The $750 billion Americans will spend on health care this year - and the trillion dollars in 1994 - should be an opportunity to release the poor from rationing and give all Americans all the health and long-term care they need.
Instead, to stem rocketing costs, Richard Darman, director of the Office of Management and Budget, some legislators and the General Accounting Office suggest rationing health care for all of us.No politician or bureaucrat has the wisdom to decide who should suffer how much pain for how long, who should walk and who should limp, who will live and who will die - and when.
Here are some ways to free up resources to provide all Americans with the care they need for what we are now spending, or less.
- Revamp the medical malpractice system.
The Bush administration is right to use federal programs to prod state malpractice reform.

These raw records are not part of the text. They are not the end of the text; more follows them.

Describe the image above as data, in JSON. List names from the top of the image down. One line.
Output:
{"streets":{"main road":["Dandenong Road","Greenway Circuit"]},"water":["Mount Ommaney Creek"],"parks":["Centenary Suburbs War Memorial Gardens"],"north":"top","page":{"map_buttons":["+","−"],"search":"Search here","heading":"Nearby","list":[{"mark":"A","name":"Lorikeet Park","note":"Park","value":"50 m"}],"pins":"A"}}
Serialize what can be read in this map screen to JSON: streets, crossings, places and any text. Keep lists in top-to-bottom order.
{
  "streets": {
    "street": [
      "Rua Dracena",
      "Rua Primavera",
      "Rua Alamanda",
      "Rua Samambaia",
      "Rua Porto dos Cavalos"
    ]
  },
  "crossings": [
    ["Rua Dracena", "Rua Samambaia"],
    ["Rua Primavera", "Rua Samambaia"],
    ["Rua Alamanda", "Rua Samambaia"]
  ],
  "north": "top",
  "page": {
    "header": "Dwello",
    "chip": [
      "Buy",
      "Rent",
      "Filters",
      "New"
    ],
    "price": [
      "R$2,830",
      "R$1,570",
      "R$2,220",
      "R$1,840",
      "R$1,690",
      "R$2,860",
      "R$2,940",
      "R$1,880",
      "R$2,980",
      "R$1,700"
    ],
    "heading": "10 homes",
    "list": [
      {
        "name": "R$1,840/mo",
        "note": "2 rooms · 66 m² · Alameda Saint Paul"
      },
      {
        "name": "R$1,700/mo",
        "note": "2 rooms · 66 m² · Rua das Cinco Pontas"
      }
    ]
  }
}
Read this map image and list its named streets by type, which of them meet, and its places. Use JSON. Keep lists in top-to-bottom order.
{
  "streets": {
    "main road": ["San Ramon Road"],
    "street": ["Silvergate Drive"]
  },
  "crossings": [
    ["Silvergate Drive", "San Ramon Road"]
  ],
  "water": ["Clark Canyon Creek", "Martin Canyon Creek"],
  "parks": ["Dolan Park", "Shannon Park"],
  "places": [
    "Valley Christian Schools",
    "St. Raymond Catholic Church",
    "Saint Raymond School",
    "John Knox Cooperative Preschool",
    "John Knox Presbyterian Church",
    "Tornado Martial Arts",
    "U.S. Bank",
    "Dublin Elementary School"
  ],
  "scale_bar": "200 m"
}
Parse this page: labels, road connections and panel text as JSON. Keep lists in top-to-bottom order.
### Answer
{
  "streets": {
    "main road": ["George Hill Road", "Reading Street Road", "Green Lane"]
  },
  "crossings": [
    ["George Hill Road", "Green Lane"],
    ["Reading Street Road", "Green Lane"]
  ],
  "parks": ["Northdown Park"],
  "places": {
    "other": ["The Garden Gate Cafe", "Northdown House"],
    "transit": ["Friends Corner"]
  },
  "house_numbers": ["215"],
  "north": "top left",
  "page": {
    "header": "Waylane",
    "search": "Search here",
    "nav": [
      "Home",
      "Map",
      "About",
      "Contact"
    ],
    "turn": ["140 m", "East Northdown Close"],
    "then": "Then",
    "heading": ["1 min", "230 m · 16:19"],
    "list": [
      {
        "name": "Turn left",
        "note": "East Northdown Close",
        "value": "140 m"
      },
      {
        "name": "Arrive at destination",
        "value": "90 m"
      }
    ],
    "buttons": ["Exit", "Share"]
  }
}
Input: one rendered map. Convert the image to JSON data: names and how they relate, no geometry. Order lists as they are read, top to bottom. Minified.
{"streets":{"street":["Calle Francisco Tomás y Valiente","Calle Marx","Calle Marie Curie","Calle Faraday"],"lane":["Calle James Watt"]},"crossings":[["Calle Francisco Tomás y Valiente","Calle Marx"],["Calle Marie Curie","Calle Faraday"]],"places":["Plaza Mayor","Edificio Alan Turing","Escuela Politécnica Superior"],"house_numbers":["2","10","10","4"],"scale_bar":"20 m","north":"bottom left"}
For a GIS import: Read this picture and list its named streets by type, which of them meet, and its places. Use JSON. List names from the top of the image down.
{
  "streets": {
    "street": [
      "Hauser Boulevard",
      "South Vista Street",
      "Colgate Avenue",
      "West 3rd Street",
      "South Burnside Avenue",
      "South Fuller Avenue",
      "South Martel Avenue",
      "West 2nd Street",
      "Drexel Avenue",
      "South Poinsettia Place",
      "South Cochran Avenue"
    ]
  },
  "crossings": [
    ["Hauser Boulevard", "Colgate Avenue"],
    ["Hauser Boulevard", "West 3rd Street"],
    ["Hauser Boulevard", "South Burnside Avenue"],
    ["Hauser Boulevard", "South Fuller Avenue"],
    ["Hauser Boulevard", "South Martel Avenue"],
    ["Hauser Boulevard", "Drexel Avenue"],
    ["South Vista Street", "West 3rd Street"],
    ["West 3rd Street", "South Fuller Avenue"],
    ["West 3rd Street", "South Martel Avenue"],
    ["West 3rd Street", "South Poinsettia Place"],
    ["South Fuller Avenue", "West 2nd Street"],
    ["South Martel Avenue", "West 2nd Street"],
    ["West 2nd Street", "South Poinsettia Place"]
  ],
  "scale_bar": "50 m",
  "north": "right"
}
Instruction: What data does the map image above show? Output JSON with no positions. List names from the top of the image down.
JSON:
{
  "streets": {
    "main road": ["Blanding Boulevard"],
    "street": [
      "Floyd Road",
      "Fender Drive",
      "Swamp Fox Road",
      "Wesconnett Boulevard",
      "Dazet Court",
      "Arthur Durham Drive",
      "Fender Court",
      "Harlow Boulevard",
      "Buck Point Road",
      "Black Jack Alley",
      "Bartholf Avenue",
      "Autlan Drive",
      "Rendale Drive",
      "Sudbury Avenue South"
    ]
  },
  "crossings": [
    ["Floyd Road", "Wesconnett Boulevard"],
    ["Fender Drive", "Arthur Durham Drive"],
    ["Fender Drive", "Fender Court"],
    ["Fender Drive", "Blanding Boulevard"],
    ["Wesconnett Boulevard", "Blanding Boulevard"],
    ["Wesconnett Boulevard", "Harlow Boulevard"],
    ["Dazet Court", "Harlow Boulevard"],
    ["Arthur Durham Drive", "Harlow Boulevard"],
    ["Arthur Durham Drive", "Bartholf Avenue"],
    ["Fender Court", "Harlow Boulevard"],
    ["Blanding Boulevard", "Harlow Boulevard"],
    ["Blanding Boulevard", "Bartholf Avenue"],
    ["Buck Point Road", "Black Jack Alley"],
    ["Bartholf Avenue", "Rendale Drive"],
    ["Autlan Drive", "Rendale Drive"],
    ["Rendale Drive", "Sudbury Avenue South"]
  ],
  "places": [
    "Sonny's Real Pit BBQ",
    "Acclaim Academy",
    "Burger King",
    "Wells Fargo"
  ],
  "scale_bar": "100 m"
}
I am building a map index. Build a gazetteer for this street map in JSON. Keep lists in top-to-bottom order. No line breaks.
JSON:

We should develop standards of care to establish under what circumstances which medical procedures work.
Any doctor who follows those standards should have a defense to any charge of malpractice.
Where providers are negligent, states should limit recovery for pain and suffering and sharply reduce contingent legal fees.
- Relax the doctors' monopoly over the practice of medicine.
Once essential to protect patients from quacks and charlatans, the doctors' monopoly is now an economic hammerlock that keeps costs high and denies us the savings and efficiencies of modern technology.
Today trained nurses can perform all sorts diagnoses and treatments of common ailments, such as respiratory diseases, sprains and breaks, just as competently and far less expensively than doctors.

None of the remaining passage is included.